Michael Porter Jr. declared for the NBA Draft on Monday afternoon. He did so the way he did most things during his 367-day Mizzou career: on Instagram. Missouri fans never really got to know him and never really got to see him play.
So now, we're left to decide, what should we think of the MPJ era at Mizzou?
Obviously, I can't tell you what to think. Everyone is going to have his opinion and they're likely to be all over the map.
For those who will immediately respond "What career?" it's a fair reaction. Porter scored 30 points as a Tiger. It was the fewest of any scholarship player who saw the floor this year; yes, fewer than Blake Harris or Terrence Phillips, neither of whom finished the season on the roster, fewer (by more than half) than Cullen VanLeer or Reed Nikko, who averaged fewer than two-and-a-half per game.
So, yeah, it's fair if your immediate reaction is that Porter really didn't do much for Mizzou.
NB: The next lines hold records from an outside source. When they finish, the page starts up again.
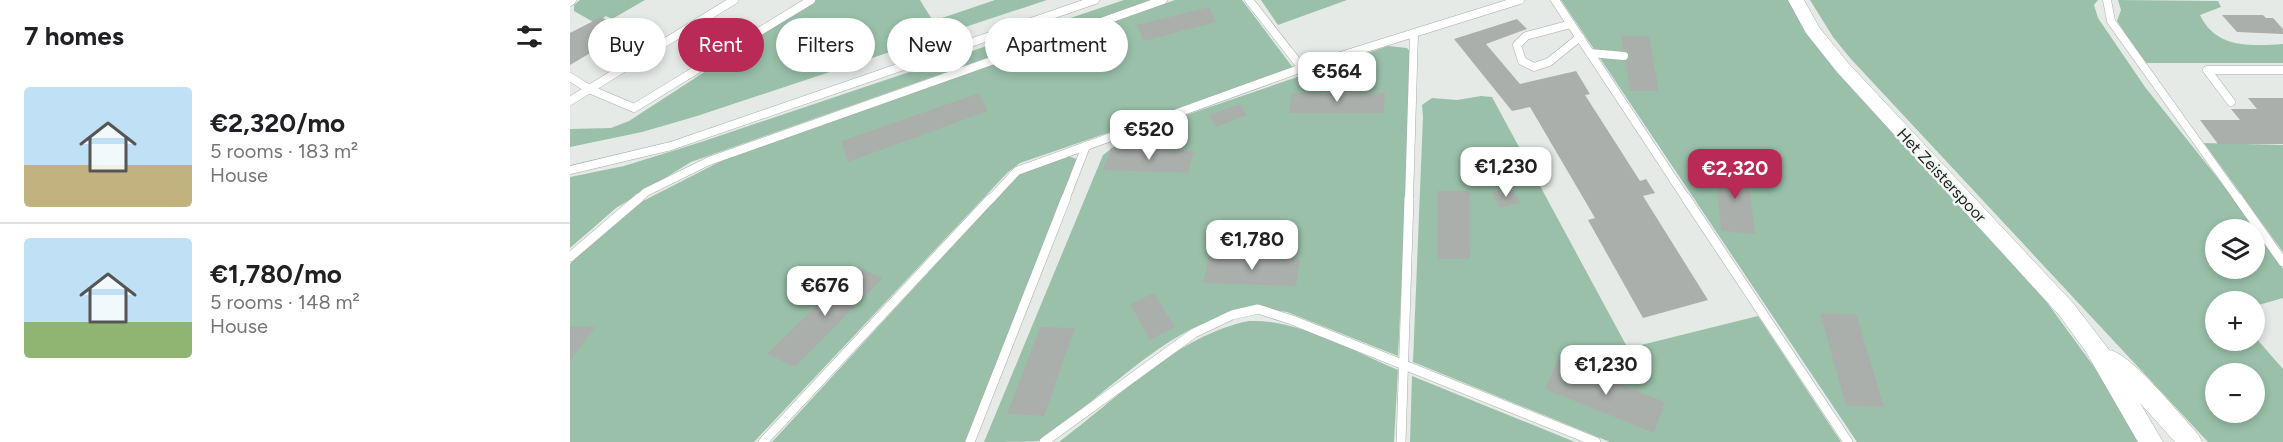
<!DOCTYPE html>
<meta charset="utf-8">
<style>
body{margin:0;font-family:Figtree,sans-serif;background:#f2f2f2;color:#202124;height:100vh;display:flex;flex-direction:column;font-size:22px;white-space:nowrap}
*{box-sizing:border-box;margin:0}
p{font-size:20px;color:#757577}
.icon{flex:none;width:33px;height:33px;fill:none;stroke:currentColor;stroke-width:2;stroke-linecap:round;stroke-linejoin:round}
.map{position:relative;flex:1;overflow:hidden}
.panel{display:flex;flex-direction:column;background:#fff;width:570px}
.panel>*{flex:none}
.hud{position:absolute;left:18px;top:18px;width:570px;height:54px;display:flex;gap:12px}
.tools{position:absolute;left:1635px;top:219px;display:grid;gap:12px}
.tools a{display:grid;place-items:center;width:60px;height:60px;border-radius:50%;background:#fff;box-shadow:0 3px 9px #0003;font-size:30px}
.price{position:absolute;translate:-50% -51px;padding:0 14px;border-radius:12px;background:#fff;color:#222;font-size:20px;line-height:39px;filter:drop-shadow(0 2px 3px #0008)}
.price::after{content:'';position:absolute;left:50%;top:36px;width:18px;height:14px;margin-left:-9px;background:inherit;clip-path:polygon(0 0,100% 0,50% 100%)}
.price.selected{background:#b92a56;color:#fff}
ul{padding:0;list-style:none}
li{display:flex;align-items:center;gap:18px;height:150px;padding:0 24px}
li+li{border-top:2px solid #e0e0e0}
li span{display:grid;place-items:center;flex:none;width:168px;height:120px;border-radius:6px;color:#555}
li>.icon{margin-inline-start:auto}
span .icon{width:72px;height:72px;fill:#fffc;stroke-width:1}
li b{font-size:26px}
h2{display:flex;justify-content:space-between;align-items:center;height:72px;padding:0 24px;font-size:26px}
.chip{padding:0 21px;border-radius:27px;background:#fff;box-shadow:0 3px 9px #0003;font-size:21px;line-height:54px}
.chip.selected{background:#b92a56;color:#fff}
main{display:flex;flex:1;min-height:0}
.map>svg:first-child{display:block}
</style>
<main>
<section class="panel">
<h2>7 homes<svg class="icon" aria-label="filters" viewBox="0 0 24 24"><path d="M4 7h16M4 17h16"/><circle cx="9" cy="7" r="2"/><circle cx="15" cy="17" r="2"/></svg></h2>
<ul>
<li><span style="background:linear-gradient(#bfe0f5 65%,#c2b280 0)"><svg class="icon" aria-label="home" viewBox="0 0 24 24"><path d="M3 11l9-7 9 7M6 9v11h12V9"/></svg></span><div><b>€2,320/mo</b><p>5 rooms · 183 m²</p><p>House</p></div></li>
<li><span style="background:linear-gradient(#bfe0f5 70%,#8fb573 0)"><svg class="icon" aria-label="home" viewBox="0 0 24 24"><path d="M3 11l9-7 9 7M6 9v11h12V9"/></svg></span><div><b>€1,780/mo</b><p>5 rooms · 148 m²</p><p>House</p></div></li>
</ul>
</section>
<div class="map">
<svg width="1713" height="442" viewBox="0 0 1713 442">
<rect width="100%" height="100%" fill="#e5eae7"/>
<g fill="#9ac0a9" fill-rule="evenodd">
<polygon points="10,0 75,0 42,19 36,16 25,23 4,11 4,5"/>
<polygon points="245,0 350,0 363,21 425,0 477,0 127,116 72,132 0,147 0,129 41,128 59,121"/>
<polygon points="554,0 582,0 121,162 46,208 0,248 0,177 54,166 131,142"/>
<polygon points="605,0 672,0 724,69 450,163 438,172 184,442 0,442 0,264 25,238 73,201 157,158"/>
<polygon points="691,0 777,0 708,25"/>
<polygon points="991,0 1218,0 1239,36 1473,297 1533,379 1569,442 1287,442"/>
<path d="M1240,0h288l-4,5 4,13 47,69 76,95 62,87v29l-28,8 -1,-4h-38v38h38l1,-3 28,32v73h-75l-358,-384 -17,-21zM1646,230h38v38h-38zM1646,374h38v38h-38z"/>
<path d="M1548,0l100,1 3,6 -21,8c16,34 51,31 83,29v19h-138l-28,-42 4,-11z"/>
<path d="M818,46l19,2 6,7 -15,301 -111,-44c-83,-15 -148,53 -208,99 -12,10 -26,23 -40,30 -10,1 -42,1 -55,1l119,-287 13,-10 35,-18z"/>
<polygon points="911,96 922,97 1056,345 1067,346 1188,316 1271,442 1040,442 843,362 853,117 852,105 862,98 887,100"/>
<polygon points="1634,143 1713,145 1713,252"/>
<polygon points="496,155 514,162 398,442 202,442 447,176 459,168"/>
<path d="M679,321c49,-2 104,30 149,49l-4,72h-335c57,-42 120,-108 190,-121z"/>
<polygon points="842,376 1005,442 840,442"/>
</g>
<g fill="#abafac">
<polygon points="639,7 646,22 574,41 567,25"/>
<polygon points="1652,15 1693,15 1696,18 1703,18 1713,29 1713,34 1667,32"/>
<polygon points="31,17 52,28 43,33 49,36 0,65 0,33"/>
<polygon points="947,19 957,29 916,44 950,84 1006,71 1020,94 1015,95 1070,181 1076,179 1085,193 1073,196 1138,300 1073,318 1018,220 1025,218 960,107 942,111 884,39"/>
<polygon points="1051,36 1079,36 1089,91 1060,91 1055,62 1060,56 1058,51 1053,50"/>
<polygon points="409,93 418,111 278,162 271,141"/>
<polygon points="722,93 815,93 814,113 719,113"/>
<polygon points="1678,98 1713,98 1713,144 1648,144 1630,120 1670,120 1661,109 1687,109"/>
<polygon points="670,104 677,115 646,127 639,115"/>
<polygon points="541,148 624,151 618,173 533,170"/>
<polygon points="1145,166 1177,169 1185,234 1151,231"/>
<polygon points="941,187 950,203 930,208 922,192"/>
<polygon points="867,191 899,191 900,259 867,259"/>
<polygon points="639,255 730,259 726,286 633,283"/>
<polygon points="286,267 313,278 225,367 197,354"/>
<polygon points="584,293 605,327 580,340 560,304"/>
<polygon points="1250,313 1286,314 1314,407 1276,406"/>
<polygon points="0,326 25,327 0,361"/>
<polygon points="470,327 505,328 474,416 437,414"/>
<polygon points="988,360 1095,402 1084,433 975,389"/>
</g>
<g fill="none" stroke-linecap="round" stroke-linejoin="round">
<g stroke="#a8adaa" stroke-width="9">
<g id="service-far1">
<polyline points="679,0 732,68"/>
<polyline points="985,0 1117,200"/>
<polyline points="1537,0 1541,21 1669,200"/>
<polyline points="0,2 2,0"/>
<polyline points="1001,24 956,36 947,45 952,61 964,67 979,62 1010,37"/>
<polyline points="1020,53 1054,56"/>
<polyline points="0,77 19,89 64,108 241,0"/>
<polyline points="0,101 164,0"/>
<polyline points="1661,102 1637,70 1713,70"/>
<polyline points="0,170 101,146 525,0"/>
<polyline points="67,200 76,192 139,161 593,0"/>
<polyline points="420,200 447,171 732,68 950,0"/>
<polyline points="495,200 516,146"/>
<polyline points="839,200 844,34"/>
</g>
</g>
<g stroke="#a8adaa" stroke-width="10">
<g id="service">
<polyline points="1116,198 1278,442"/>
<polyline points="1668,198 1713,262"/>
<polyline points="0,257 69,198"/>
<polyline points="193,442 421,198"/>
<polyline points="400,442 496,198"/>
<polyline points="474,442 624,333 662,315 688,309 722,320 1026,442"/>
<polyline points="831,442 839,198"/>
</g>
</g>
<g stroke="#a8adaa" stroke-width="1">
<path id="tertiary" d="M1218,0h16l15,27 30,37 224,239 36,47c22,3 72,66 89,84l4,8h-27l-35,-39 23,39h-25l-52,-90 -27,-37 -222,-243 -31,-39z"/>
</g>
<use href="#service-far1" stroke="#fff" stroke-width="8"/>
<use href="#service" stroke="#fff" stroke-width="9"/>
<use href="#tertiary" fill="#fff" fill-rule="evenodd"/>
</g>
<g text-anchor="middle" stroke-width="5" stroke-linejoin="round" paint-order="stroke">
<g font-size="16" fill="#1c1e1d" stroke="#f2f7f4">
<text transform="translate(1372 175) rotate(47)" y="6">Het Zeisterspoor</text>
</g>
</g>
</svg>
<div class="tools">
<a><svg class="icon" aria-label="layers" viewBox="0 0 24 24"><path d="M12 4l9 5-9 5-9-5zM3 14l9 5 9-5"/></svg></a>
<a>+</a>
<a>−</a>
</div>
<b class="price" style="left:767px;top:103px">€564</b>
<b class="price" style="left:579px;top:161px">€520</b>
<b class="price" style="left:936px;top:198px">€1,230</b>
<b class="price selected" style="left:1165px;top:200px">€2,320</b>
<b class="price" style="left:682px;top:271px">€1,780</b>
<b class="price" style="left:255px;top:317px">€676</b>
<b class="price" style="left:1036px;top:396px">€1,230</b>
<div class="hud">
<a class="chip">Buy</a>
<a class="chip selected">Rent</a>
<a class="chip">Filters</a>
<a class="chip">New</a>
<a class="chip">Apartment</a>
</div>
</div>
</main>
Because on the court, he didn't.
He tried. He came back for the season's final two games to a desperately thin team and he hoisted 29 shots. Only nine of them found the bottom of the net and watching Porter try to navigate his way around a basketball court was somewhat akin to what I imgaine watching Roger Clemens try to strike out Major League Hitters with an 84-mile-an-hour fastball and no off-speed stuff would be like. It was Porter, but it wasn't PORTER. You knew there was more there. He just couldn't summon it.
And if your assessment of Porter's career in a Mizzou uniform stops just with what he did while actually wearing a Mizzou uniform, your assessment of his legacy won't be long...or kind.
But Porter's impact went beyond that. By far.
He committed to the Tigers on March 24, 2017, with a Twitter post that sent Mizzou fans into a frenzy they had never before experienced. The next seven-and-a-half months were one big long bender, fueled by an injection of Porter positivity into a program that had nothing but negativity for the past three years. It was a gourmet seven-course-meal for a starving man, a forest in full bloom after nuclear winter, a last-minute pardon right before the executioner threw the switch (or some might argue a few seasons after).
Jontay Porter came. Jeremiah Tilmon came. Kassius Robertson came. It can be argued a couple of those things might have happened anyway...but not with any certainty. Season tickets sold out before a game was played. There's no way to argue that would have happened.
Missouri basketball wasn't just relevant. The Tigers had the best off-season in the country. And that includes a North Carolina program won a national title and laughed in the face of the NCAA. And then they went and won 20 games and got back to the NCAA Tournament and reminded everybody that Missouri basketball was good and fans did care.
How important was Porter? We're 12 paragraphs in and I haven't even mentioned the head coach. Cuonzo Martin did one of the country's better coaching jobs--in large part because Porter was hurt. The fans fell in love with him over the course of a 12-month honeymoon. But how much of that happens without Porter? It's impossible to know, but not hard to argue most of it doesn't. At least not this soon.
Martin might have turned Missouri basketball around on his own. He might have done it in year two or year three or who knows when. But he almost certainly wouldn't have done it as quickly and dramatically as he did without Porter.
From the day he committed, all but the world's most cockeyed-optimist knew that MPJ would spend less than a calendar year on campus. What Martin's career--and Missouri's program--become was always going to be determined by what happened after he was gone.
Yeah, we thought we'd get to see more than 50 minutes of him. We didn't expect the highlight to be a layup against Iowa State before he limped off the floor. Part of us is always going to wonder what might have been if he'd been healthy.
But because he came back, because he tried and it seemed genuinely important to him, you will care about him going forward. Had Porter played only those two minutes against the Cyclones, Missouri fans would have noticed his NBA career, but they probably wouldn't have been invested in it. But now? Now, whatever Michael Porter Jr. does from here, he does as a Missouri Tiger. You will follow him and you will claim him.
He left Missouri fans wanting more, no question. But he gave you so much. He gave you hope and relevancy and joy. He gave you your program back. How do you measure that?